*Yoshiyuki Inagaki1, Kazuki Miyamoto1, Atsushi Sakai1
(1.Forestry and Forest Products Research Institute)
Keywords:hinoki cypress, understory vegetation, stable isotopes, nitrogen, water use efficiency, carbon dioxide
Long-term changes of water and nitrogen utilization of crop and understory vegetation in a hinoki cypress plantation forest was investigated from 21 to 46 years old in Kochi city, southern Japan. Nitrogen concentration in leaf litter of hinoki cypress was tend to decrease in relation to forest age. Leaf δ15N of hinoki cypress was related with a quadratic function and had a maximum value at 26 years old.

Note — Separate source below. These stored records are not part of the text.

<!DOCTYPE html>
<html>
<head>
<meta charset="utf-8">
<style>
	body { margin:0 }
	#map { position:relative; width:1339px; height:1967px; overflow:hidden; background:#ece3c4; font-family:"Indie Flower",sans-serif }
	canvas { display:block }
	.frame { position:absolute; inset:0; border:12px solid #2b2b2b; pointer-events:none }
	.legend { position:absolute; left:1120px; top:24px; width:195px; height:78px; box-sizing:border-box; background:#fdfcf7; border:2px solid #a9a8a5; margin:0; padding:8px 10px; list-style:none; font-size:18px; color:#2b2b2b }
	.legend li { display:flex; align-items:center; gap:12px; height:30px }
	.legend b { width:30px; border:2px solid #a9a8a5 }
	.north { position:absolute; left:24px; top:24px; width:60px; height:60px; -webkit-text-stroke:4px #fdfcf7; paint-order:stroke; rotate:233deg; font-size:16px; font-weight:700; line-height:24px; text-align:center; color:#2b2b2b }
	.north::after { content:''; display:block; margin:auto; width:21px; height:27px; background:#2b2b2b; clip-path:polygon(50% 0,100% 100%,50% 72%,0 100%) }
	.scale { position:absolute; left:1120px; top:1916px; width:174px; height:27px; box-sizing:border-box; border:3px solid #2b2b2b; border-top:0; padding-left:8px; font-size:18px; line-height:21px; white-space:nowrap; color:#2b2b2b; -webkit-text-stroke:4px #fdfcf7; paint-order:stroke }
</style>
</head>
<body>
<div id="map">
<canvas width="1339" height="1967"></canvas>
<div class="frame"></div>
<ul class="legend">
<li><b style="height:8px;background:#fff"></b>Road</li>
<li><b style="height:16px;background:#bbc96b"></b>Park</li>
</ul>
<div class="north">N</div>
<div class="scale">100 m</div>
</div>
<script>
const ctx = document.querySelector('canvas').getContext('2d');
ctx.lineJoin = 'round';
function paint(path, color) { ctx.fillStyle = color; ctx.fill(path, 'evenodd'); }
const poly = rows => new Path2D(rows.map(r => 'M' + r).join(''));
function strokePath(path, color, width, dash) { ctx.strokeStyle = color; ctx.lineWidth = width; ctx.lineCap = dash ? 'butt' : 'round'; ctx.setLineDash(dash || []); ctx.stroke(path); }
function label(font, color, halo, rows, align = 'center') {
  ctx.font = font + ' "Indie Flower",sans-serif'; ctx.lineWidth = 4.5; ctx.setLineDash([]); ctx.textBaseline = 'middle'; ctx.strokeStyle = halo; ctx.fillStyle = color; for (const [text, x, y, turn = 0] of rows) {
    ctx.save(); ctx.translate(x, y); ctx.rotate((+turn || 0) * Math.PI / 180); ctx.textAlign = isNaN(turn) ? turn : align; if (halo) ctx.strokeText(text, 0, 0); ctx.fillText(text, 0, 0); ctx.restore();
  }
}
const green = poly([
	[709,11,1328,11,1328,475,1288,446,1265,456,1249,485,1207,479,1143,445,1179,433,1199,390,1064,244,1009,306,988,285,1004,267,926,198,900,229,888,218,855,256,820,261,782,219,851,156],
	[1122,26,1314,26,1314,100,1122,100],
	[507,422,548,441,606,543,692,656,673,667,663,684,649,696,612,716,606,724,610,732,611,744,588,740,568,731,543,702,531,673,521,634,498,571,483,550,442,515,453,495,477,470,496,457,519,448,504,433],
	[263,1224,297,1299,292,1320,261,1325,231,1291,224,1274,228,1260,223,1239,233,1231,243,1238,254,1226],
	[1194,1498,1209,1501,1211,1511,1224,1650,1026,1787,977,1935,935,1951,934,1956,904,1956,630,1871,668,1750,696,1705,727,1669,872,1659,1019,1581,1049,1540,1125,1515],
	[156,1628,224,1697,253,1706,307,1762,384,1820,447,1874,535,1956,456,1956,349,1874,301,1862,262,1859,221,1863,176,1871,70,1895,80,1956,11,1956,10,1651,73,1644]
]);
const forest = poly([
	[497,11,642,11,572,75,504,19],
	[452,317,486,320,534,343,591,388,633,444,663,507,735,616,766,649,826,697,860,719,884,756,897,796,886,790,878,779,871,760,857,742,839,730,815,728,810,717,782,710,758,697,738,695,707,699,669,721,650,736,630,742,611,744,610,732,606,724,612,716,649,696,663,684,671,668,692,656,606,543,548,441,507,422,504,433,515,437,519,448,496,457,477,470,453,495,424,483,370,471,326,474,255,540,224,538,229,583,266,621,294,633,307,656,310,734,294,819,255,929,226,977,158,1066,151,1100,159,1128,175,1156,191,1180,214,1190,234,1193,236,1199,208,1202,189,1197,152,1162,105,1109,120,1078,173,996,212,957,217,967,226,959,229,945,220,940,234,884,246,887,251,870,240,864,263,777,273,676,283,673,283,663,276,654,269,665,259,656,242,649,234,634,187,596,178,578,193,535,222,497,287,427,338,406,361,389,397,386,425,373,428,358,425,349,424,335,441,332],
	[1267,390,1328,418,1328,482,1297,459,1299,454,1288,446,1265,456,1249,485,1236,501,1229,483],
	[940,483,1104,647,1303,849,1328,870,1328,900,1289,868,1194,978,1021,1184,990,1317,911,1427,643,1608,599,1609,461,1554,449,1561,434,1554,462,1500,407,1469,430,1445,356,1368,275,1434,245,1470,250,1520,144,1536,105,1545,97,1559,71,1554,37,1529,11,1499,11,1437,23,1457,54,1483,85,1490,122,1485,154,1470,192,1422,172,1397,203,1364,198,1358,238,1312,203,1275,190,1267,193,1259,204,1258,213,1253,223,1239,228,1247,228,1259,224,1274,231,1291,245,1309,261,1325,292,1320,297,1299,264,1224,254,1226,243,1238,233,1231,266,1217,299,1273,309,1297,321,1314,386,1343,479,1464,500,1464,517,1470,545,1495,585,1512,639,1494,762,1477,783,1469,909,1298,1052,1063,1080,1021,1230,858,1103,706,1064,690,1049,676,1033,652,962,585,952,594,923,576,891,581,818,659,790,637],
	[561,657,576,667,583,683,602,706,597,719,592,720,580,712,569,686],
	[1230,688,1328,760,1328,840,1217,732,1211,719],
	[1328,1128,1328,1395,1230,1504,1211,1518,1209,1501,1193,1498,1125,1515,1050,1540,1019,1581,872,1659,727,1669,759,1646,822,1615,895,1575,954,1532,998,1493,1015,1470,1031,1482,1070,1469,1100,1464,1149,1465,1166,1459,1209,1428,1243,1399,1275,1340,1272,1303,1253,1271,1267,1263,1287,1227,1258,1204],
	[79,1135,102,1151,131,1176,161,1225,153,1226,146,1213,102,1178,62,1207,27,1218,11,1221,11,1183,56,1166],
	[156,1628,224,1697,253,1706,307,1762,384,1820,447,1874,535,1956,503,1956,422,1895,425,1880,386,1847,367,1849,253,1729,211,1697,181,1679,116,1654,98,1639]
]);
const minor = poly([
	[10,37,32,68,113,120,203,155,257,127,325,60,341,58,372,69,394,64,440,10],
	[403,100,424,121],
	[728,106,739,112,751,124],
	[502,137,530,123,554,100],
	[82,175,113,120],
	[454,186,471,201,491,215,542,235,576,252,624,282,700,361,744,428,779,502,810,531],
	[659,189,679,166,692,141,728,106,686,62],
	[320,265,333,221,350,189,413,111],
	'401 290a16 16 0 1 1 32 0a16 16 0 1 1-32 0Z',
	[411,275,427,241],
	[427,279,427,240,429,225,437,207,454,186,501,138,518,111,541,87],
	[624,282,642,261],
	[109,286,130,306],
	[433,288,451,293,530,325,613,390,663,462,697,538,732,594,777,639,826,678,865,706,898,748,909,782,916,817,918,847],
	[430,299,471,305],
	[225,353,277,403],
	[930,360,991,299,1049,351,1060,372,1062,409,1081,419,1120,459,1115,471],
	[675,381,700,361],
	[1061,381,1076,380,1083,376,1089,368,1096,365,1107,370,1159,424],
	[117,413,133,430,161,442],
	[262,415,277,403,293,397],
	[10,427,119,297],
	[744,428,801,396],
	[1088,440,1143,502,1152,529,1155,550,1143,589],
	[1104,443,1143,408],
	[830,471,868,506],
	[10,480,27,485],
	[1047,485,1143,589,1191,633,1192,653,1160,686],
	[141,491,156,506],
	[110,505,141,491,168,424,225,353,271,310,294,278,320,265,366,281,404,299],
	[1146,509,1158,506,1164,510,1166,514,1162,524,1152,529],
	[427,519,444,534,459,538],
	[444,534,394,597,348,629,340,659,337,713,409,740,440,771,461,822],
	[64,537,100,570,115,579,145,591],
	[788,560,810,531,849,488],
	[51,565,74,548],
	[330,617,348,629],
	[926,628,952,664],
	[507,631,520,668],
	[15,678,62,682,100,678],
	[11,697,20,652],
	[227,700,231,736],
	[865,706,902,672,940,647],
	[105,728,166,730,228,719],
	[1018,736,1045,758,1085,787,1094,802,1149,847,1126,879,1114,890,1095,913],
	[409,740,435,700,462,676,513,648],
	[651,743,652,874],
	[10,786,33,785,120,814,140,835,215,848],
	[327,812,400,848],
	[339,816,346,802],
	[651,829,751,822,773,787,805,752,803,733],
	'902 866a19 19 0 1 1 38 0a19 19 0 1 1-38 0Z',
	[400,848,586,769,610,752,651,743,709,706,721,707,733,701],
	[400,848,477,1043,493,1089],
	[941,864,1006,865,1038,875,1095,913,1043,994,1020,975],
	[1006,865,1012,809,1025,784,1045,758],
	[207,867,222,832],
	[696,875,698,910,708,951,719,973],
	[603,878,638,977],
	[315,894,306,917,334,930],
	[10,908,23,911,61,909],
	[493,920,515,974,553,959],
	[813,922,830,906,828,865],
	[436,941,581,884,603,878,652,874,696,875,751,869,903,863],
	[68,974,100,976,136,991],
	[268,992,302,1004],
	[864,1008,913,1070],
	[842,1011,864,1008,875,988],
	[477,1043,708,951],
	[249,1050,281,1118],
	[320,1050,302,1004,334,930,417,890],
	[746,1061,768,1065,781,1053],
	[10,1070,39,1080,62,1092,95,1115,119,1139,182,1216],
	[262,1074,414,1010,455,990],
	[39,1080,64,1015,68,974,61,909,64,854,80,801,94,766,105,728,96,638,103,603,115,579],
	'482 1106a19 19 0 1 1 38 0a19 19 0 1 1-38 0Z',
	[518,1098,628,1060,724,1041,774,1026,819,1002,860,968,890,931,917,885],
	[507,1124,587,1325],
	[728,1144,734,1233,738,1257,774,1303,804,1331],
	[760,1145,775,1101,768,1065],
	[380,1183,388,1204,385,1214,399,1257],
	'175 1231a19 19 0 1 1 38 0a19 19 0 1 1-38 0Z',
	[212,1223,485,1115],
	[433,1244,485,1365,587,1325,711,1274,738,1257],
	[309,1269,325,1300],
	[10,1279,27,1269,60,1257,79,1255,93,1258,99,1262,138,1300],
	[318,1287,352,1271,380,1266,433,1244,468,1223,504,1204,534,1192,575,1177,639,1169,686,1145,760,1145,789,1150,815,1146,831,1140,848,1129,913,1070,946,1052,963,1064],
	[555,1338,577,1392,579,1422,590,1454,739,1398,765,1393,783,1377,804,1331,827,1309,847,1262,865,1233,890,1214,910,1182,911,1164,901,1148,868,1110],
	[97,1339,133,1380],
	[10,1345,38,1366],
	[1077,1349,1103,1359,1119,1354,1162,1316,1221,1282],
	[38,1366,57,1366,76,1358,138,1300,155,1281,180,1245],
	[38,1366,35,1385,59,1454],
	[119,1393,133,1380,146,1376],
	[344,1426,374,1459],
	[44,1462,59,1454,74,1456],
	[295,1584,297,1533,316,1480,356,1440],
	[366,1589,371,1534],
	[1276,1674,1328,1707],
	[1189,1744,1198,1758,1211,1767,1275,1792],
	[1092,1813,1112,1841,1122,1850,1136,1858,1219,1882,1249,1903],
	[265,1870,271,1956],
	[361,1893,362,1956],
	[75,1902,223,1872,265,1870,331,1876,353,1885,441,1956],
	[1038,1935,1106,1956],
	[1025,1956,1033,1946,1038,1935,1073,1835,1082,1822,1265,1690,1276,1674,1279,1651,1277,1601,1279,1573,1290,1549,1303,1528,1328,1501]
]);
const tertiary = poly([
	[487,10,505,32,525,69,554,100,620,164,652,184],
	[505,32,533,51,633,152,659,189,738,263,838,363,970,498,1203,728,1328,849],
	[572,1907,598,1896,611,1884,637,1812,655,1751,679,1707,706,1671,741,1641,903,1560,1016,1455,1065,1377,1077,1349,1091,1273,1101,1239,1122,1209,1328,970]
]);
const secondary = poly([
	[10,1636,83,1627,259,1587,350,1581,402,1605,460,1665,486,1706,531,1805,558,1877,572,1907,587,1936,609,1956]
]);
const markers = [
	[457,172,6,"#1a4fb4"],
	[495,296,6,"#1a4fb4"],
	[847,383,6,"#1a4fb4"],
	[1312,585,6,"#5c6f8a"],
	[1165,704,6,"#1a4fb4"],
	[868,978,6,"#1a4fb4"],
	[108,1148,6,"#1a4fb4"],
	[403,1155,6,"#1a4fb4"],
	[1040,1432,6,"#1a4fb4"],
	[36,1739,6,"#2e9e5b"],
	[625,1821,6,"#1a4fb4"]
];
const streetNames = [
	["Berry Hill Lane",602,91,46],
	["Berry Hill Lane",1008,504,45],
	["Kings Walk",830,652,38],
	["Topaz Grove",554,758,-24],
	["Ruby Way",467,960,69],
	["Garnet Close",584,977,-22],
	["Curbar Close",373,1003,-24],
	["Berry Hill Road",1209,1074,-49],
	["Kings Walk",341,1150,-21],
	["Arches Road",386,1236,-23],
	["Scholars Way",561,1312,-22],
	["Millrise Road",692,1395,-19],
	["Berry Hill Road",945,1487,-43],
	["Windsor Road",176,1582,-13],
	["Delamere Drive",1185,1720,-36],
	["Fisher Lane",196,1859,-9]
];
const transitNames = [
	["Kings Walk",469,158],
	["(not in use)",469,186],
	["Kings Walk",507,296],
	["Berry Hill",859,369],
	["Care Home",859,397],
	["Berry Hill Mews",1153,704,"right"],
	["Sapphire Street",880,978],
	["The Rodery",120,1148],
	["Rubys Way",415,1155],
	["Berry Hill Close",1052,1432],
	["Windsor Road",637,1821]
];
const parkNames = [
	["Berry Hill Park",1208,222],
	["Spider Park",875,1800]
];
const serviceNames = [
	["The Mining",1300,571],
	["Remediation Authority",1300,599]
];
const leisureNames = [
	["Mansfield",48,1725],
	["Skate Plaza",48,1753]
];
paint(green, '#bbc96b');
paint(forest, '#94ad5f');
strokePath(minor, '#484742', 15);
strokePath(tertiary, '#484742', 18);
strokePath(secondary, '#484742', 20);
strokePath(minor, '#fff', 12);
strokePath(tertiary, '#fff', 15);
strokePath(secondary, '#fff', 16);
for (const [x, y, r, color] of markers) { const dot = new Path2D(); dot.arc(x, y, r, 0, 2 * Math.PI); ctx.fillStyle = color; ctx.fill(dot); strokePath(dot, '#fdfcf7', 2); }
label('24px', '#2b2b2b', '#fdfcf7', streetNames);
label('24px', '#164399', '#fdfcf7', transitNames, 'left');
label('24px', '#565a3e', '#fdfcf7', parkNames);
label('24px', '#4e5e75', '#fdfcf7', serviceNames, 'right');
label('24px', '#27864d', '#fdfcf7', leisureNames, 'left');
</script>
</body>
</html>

These results suggest that older hinoki cypress utilize soil nitrogen sources having lower δ15N value and the competition for soil nitrogen with understory vegetation should be severer. Carbon isotope discrimination (Δ13C) and intrinsic water use efficiency (iWUE) in hinoki cypress was related with a quadratic function and Δ13C had a minimum value at 30 years old whereas iWUE had a maximum value at 36 years old. The results suggest that hinoki cypress in the earlier time increased iWUE by reducing stomatal opening. In the later time WUE was decreasing by lower photosynthetic capacity. By contract, in understory vegetation stomatal opening increased due to higher soil water availability with decreasing stand density of crop trees. These results suggest that increase of iWUE in hinoki cypress in response to elevated atmospheric carbon dioxide should be smaller in the later time because of severer competition with understory vegetation for soil nitrogen resources.